KEIR RADNEDGE at WEMBLEY —- England’s footballing confrontations with Spain were once epoch-marking affairs.

In 1929 Spain became the first continental nation to beat England, by 4-3 in Madrid (the affront to pride was overturned by 7-1 two years later);

in 1961 England’s step into the brave new world with 4-2-4 was rewarded with a 4-2 Wembley defeat of a Spanish side built around the world’s two leading club sides (Real Madrid and Barcelona, no change there then); and

Gareth Southgate . . . England audition at an end

in 1965 England won a friendly 2-0 in Madrid with the first, experimental version of Alf Ramsey’s Wingless Wonders (though he was personally unconvinced, starting the subsequent World Cup with Terry Paine and John Connelly).

Whether the latest meeting, a Wembley friendly, will be remembered with fond pride as the end of the beginning for a long and happy England reign of Gareth Southgate only time will tell.

Not so long ago England could boast one World Cup (1966) while Spain could offer only one European Championship (from 1964) in response.

Trophy tally

Now Spanish football is all about possession in more ways than one: possession of the ball and allied possession of triumph in one World Cup (2010) sandwiched by two European Championships (2008 and 2012).

Spanish clubs, as back in the early 1960s, continue to outrank England’s finest when it comes to European competition.

Southgate took his place on the bench with the secure knowledge that two wins (2-0 v Malta and 3-0 v Scotland) plus a goalless draw in Slovenia had almost typed his name at the foot of the contract for the next permanent England manager.

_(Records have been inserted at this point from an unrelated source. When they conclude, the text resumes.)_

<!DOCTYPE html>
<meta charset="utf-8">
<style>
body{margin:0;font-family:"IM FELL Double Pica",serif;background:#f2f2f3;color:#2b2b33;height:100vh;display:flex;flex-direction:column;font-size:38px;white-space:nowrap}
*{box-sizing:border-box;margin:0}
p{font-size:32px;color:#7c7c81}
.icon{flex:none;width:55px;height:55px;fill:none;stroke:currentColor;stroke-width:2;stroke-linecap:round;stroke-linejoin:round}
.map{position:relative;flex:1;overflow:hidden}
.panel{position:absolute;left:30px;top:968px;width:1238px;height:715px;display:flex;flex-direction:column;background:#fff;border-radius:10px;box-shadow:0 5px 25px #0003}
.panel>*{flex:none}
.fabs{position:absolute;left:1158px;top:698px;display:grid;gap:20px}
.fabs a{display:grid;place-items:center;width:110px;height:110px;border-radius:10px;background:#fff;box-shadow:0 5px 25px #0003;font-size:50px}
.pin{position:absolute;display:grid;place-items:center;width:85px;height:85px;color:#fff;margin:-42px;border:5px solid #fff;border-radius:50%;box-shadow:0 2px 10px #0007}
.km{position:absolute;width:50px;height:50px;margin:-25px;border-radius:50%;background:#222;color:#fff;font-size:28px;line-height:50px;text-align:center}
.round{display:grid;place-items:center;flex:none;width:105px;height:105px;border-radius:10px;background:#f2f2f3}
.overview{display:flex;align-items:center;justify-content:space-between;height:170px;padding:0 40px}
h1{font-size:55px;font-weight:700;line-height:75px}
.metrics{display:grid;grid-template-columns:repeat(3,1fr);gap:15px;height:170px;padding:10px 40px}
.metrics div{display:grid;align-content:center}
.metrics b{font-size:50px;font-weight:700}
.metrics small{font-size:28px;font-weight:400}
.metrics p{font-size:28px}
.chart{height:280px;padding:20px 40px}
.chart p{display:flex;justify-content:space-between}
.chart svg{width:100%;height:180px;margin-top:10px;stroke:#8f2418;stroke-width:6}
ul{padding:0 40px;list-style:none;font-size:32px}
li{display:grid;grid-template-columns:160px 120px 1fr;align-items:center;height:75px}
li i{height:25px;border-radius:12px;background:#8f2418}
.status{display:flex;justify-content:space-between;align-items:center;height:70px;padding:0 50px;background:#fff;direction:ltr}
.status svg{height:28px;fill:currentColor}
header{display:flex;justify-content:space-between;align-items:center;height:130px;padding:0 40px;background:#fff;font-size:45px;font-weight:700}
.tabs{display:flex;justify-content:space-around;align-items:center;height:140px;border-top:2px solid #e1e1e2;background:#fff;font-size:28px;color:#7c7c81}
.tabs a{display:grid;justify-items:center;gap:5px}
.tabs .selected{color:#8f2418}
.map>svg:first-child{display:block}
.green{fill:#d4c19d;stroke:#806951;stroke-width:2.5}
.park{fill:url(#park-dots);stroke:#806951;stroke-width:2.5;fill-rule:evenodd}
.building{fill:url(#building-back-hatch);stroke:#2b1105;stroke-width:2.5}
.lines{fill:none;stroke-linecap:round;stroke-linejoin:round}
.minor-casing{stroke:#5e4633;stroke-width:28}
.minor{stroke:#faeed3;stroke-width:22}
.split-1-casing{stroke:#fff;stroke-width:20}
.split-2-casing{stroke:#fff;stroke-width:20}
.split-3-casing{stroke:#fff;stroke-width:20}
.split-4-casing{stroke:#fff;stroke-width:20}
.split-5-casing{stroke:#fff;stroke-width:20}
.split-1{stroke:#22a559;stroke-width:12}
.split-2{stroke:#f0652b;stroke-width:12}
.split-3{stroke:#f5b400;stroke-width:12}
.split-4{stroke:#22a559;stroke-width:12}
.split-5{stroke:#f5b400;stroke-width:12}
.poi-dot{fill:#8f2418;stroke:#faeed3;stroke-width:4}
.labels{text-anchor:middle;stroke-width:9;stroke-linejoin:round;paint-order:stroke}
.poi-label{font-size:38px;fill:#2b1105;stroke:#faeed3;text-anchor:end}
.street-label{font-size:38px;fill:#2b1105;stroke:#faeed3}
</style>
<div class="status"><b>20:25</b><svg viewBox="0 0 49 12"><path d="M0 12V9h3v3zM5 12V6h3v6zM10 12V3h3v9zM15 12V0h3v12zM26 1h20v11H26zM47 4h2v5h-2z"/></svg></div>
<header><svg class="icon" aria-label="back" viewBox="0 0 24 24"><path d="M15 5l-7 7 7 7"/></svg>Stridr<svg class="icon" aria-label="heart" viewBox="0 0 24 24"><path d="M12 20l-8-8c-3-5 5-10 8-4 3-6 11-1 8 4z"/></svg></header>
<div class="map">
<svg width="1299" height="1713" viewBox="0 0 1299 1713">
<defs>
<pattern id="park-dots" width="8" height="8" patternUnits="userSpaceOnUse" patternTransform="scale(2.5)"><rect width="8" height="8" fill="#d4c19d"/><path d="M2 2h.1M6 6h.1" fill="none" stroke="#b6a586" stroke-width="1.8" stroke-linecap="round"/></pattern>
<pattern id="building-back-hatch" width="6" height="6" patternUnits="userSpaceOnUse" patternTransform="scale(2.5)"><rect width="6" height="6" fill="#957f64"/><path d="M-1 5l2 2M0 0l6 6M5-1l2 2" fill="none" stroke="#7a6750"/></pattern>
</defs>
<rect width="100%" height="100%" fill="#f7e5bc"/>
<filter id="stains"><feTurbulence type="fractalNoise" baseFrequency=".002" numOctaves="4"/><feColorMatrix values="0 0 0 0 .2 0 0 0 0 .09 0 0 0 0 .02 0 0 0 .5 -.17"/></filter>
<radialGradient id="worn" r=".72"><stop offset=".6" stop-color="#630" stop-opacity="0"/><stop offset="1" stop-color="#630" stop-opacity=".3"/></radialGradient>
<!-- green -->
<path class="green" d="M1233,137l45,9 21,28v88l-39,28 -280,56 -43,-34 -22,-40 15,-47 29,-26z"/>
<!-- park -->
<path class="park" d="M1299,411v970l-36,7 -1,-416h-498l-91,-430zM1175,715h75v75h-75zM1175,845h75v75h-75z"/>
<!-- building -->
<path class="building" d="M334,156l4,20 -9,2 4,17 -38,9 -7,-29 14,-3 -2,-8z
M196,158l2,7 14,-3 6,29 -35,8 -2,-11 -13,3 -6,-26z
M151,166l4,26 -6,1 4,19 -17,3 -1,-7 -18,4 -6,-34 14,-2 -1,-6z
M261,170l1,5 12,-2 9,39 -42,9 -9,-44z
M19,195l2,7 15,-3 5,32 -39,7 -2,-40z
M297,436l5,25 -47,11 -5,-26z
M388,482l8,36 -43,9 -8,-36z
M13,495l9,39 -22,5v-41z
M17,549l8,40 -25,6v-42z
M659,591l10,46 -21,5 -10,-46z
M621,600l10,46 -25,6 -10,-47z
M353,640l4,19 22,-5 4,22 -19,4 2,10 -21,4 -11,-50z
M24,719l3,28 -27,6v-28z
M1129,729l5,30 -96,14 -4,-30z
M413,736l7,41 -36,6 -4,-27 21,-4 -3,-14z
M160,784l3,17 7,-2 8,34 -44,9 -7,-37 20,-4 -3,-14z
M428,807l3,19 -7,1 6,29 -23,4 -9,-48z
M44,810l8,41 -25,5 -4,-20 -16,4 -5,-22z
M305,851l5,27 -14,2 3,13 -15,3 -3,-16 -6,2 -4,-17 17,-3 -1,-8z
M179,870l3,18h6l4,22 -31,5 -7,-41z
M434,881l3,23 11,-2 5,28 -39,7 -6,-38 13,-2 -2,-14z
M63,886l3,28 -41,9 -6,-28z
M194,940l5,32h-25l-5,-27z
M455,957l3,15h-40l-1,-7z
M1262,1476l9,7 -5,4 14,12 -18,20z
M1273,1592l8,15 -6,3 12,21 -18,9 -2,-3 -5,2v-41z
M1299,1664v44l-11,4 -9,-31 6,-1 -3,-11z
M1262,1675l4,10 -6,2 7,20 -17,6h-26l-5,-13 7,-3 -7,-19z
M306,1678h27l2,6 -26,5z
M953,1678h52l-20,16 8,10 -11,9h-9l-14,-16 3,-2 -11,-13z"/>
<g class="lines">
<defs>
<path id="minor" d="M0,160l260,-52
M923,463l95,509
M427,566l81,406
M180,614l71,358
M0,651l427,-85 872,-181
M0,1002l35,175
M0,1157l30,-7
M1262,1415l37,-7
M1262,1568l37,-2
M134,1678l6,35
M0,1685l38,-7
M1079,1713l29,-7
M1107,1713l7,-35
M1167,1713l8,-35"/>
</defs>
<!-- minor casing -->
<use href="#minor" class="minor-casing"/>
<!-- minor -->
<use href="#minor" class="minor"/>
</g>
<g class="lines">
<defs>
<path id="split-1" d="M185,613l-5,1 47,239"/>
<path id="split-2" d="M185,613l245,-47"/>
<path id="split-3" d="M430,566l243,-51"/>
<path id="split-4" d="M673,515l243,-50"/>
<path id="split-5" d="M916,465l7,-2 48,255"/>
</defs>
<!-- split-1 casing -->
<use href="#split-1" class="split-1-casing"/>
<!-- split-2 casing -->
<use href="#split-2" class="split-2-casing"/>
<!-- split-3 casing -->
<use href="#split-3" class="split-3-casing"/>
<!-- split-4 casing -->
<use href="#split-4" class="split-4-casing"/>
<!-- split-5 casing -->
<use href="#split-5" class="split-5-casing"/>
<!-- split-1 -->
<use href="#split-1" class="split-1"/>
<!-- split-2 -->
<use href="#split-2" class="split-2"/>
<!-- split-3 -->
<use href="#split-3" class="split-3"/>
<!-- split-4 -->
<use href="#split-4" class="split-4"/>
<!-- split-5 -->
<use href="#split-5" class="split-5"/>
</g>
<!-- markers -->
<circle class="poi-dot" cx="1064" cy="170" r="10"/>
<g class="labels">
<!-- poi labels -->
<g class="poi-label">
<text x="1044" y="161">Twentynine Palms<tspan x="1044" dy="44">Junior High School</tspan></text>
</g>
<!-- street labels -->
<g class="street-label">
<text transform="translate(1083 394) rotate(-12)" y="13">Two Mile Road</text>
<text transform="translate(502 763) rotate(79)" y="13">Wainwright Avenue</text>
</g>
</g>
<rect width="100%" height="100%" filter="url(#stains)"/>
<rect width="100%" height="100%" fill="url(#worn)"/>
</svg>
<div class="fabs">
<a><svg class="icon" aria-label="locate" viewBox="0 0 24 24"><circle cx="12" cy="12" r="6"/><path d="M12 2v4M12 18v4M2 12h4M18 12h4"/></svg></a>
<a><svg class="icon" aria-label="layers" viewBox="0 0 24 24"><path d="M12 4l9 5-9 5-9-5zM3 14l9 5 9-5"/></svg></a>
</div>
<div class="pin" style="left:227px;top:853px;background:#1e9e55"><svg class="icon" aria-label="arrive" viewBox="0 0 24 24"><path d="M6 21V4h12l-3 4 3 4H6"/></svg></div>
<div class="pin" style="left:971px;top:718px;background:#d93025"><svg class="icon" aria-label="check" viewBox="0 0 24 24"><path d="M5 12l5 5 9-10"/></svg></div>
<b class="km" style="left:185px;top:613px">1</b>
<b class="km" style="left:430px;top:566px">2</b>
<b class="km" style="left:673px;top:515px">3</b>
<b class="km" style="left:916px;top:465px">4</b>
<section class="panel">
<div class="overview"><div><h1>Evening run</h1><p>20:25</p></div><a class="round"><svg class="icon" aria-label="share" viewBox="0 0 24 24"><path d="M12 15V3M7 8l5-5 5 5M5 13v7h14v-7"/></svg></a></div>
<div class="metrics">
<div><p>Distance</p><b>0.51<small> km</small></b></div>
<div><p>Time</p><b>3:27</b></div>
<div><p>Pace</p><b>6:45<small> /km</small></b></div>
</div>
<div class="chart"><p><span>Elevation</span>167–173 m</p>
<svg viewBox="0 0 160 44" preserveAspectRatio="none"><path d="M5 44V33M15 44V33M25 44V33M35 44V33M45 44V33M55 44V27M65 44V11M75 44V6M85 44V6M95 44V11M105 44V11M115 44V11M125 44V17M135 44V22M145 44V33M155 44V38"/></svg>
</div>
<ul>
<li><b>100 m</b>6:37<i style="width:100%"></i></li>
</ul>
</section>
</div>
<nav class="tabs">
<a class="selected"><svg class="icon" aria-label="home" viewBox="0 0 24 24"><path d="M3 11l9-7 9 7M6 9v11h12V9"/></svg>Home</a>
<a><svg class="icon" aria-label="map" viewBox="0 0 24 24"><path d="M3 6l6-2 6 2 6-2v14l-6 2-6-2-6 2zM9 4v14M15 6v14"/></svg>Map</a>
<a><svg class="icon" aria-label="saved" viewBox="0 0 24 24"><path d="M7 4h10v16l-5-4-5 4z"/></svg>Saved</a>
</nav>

The Football Association might want to take a week or so but all Southgate needed was for nothing catastrophic to engulf England against Spain.

The start could not have been more favourably engineered. Seven minutes gone and Jamie Vardy was pulled down by Pepe Reina. Spain’s keeper may have enjoyed a decent record saving penalties during his Liverpool days but he was left helpless by the decent of a current Kop favourite in Adam Lallana.

In fact Lallana’s match lasted only a further quarter of an hour before injury forced him to limp out of the action, to be replaced by Theo Walcott.

An increasingly soporific first half brought little more in terms of serious danger at either end.

Weakened Spanish

Spain were fielding a much-weakened side because of injuries (Pique, Sergio Ramos, Iniesta, etc) and coach Julen Lopetegui made two further changes at half-time.

So did Southgate and the advantage was to England. Two minutes after the break and Henderson’s angled, chipped cross was dive-headed home by Vardy, the Leicester man’s fifth goal for his country.

Spain responded by creating a rare chance but David Silva’s deflected shot struck the outstretched leg of substitute goalkeeper Tom Heaton. The Burnley man was brought into action again by Alvaro Morata, diving to his left to save a low drove from the newly-arrived Real Madrid centre-forward.

All the Spanish hard work gained its ultimate reward in the 89th minute. Marcus Rashford and Aaron Cresswell lost possession on the edge of the visitors’ penalty box and the Spaniards broke away at lightning speed. Morata set off on angled run into the England half and set up Iago Aspas to score with a shot which ricocheted home off Heaton’s right-hand post.

Spain, looking a different team, comtinued to ramp up the tempo deep into stoppage time. Six minutes beyond the 90 and Isco stabbed a deserved equaliser.

Depressing for Southgate but still unlikely to deny him his own prize.

The teams

England: Hart (Heaton 46) – Clyne, Cahill (Jagielka 46), Stones, Rose (Cresswell 79) – Henderson, Dier – Sterling (Townsend 64), Lallana (Walcott 26), Lingard – Vardy (Rashford 67).

Spain: Reina – Dani Carvajal, Nacho, Inigo Martinez, Azpilicueta  – Busquets – Vitolo (Koke 46), Mata (Aspas 46), Thiago (Herrera 56), Silva (Isco 64) – Aduriz (Morata 64).